Fitz gruñó. Jones tenía razón, por desgracia. Lo cierto era que los oficiales ingleses se habían negado a atacar a sus compatriotas en defensa de una muchedumbre de irlandeses católicos.

– Nunca habría que haberle prometido la independencia a Irlanda – dijo.

– Ahí estoy de acuerdo con usted – repuso Jones -. Pero lo cierto es que he venido a hablar con usted de esto. – Señaló a los niños, que estaban sentados en bancos dispuestos a lo largo de varias mesas de caballetes, comiendo bacalao hervido con col -. Me gustaría que acabara usted con ello.

A Fitz no le gustaba que individuos inferiores a él en el orden social le dijeran lo que tenía que hacer.

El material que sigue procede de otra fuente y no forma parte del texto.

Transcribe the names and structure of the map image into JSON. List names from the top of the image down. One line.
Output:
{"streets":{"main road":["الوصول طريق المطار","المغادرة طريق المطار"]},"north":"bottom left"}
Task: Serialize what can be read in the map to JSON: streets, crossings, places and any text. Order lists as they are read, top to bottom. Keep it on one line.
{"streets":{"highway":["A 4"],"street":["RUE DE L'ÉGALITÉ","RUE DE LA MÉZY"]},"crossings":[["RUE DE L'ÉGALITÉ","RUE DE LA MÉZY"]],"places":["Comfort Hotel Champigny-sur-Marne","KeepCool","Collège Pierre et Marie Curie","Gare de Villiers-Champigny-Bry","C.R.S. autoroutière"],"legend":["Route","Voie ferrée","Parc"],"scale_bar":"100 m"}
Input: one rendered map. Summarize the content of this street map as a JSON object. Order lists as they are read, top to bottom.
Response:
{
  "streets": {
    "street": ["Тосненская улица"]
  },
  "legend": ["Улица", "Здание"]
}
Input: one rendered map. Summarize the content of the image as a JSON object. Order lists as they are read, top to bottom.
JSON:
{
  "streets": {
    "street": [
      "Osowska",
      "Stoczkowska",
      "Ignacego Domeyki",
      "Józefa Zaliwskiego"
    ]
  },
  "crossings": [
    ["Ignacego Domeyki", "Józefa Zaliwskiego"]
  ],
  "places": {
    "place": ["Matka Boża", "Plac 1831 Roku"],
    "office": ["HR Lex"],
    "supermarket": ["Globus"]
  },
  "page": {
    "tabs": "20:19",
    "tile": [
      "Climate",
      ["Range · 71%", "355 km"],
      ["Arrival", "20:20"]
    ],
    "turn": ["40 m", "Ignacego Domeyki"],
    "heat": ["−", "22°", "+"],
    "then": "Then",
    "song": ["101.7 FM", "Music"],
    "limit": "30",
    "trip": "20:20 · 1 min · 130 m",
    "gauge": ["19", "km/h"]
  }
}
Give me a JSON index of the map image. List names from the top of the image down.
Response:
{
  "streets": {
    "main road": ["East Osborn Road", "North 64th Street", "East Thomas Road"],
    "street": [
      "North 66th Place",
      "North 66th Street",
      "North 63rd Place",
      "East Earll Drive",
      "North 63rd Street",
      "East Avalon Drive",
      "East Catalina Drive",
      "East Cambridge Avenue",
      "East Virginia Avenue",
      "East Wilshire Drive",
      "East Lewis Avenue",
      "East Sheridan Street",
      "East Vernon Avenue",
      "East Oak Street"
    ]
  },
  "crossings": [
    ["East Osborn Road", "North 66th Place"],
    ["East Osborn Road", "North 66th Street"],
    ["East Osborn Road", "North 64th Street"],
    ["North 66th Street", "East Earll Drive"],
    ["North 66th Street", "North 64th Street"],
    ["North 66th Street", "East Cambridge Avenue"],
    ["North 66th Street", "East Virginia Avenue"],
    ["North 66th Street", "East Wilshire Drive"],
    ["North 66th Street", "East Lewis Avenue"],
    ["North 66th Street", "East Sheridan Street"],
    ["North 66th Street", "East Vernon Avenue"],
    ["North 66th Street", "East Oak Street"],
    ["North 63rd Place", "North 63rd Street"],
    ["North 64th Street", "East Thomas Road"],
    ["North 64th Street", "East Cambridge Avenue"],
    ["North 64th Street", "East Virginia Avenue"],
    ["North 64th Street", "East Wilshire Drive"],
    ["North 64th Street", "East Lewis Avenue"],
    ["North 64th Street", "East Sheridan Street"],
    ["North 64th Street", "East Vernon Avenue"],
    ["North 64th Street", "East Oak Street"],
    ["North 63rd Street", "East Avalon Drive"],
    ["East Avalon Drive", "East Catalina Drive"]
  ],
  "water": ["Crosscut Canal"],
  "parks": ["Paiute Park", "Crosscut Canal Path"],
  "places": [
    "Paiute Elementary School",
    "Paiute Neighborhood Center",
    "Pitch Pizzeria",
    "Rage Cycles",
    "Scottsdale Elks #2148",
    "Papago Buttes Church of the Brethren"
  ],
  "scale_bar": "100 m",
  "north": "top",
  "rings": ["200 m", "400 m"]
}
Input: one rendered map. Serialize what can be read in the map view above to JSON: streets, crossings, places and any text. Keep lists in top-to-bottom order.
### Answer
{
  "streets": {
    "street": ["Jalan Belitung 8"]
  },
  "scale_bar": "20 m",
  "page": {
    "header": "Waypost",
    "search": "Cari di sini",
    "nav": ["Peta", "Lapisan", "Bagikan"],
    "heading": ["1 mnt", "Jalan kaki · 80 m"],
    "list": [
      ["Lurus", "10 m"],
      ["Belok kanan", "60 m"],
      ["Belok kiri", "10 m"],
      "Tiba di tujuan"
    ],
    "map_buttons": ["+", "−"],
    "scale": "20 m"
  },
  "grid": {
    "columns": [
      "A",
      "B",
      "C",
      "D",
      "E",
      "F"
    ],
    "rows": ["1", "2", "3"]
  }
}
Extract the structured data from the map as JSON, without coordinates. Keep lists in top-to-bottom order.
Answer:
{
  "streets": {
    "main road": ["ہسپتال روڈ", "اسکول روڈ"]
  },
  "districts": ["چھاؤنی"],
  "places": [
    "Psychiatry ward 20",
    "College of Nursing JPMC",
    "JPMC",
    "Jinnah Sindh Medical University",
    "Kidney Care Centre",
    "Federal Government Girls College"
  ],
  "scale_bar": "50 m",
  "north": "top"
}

– No pienso dejar que los niños de Aberowen se mueran de hambre, aunque la culpa sea de sus padres.

– Solo está usted prolongando la huelga.

El hecho de que Fitz recibiera una regalía por cada tonelada de carbón no quería decir, según su parecer, que estuviera obligado a ponerse del lado de los propietarios de la mina y en contra de los hombres. Ofendido, replicó:

– La huelga es asunto suyo, no mío.

– Bien que se da prisa en aceptar el dinero…

Fitz estaba escandalizado.

– No tengo más que decirle. – Y le volvió la espalda.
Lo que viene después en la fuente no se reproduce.